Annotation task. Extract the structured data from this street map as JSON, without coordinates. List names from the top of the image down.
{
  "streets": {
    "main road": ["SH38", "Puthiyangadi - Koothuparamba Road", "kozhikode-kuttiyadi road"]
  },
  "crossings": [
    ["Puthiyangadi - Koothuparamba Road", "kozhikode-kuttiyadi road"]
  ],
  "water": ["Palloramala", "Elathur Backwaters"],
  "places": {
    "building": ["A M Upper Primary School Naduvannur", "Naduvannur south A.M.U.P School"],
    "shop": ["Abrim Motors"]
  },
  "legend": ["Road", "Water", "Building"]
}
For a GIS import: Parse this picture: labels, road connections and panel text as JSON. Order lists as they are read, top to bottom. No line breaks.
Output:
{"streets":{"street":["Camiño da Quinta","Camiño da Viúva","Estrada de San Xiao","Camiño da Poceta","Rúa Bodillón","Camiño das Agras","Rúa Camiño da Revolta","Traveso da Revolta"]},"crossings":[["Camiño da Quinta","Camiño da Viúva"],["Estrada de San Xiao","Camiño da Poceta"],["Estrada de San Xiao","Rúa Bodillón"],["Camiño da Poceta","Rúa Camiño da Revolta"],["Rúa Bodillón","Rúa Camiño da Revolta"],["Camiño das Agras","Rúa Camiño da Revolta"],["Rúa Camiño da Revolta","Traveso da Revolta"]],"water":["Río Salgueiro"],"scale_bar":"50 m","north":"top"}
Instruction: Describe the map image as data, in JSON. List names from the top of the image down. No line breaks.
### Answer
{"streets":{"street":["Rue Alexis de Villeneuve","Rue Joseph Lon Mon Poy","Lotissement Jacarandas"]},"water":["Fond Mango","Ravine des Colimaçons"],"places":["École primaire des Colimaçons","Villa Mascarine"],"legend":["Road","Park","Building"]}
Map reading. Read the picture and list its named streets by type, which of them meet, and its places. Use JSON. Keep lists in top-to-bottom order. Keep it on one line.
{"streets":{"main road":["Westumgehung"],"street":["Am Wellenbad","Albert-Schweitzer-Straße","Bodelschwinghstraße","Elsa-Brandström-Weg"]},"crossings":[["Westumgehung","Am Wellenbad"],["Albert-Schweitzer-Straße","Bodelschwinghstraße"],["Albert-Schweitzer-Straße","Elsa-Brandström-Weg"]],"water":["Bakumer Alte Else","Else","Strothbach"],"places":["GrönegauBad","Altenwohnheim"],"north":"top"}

Task objective = Copy each line above that contains the string "breaks".

Answer below =
For a GIS import: Parse this picture: labels, road connections and panel text as JSON. Order lists as they are read, top to bottom. No line breaks.
Instruction: Describe the map image as data, in JSON. List names from the top of the image down. No line breaks.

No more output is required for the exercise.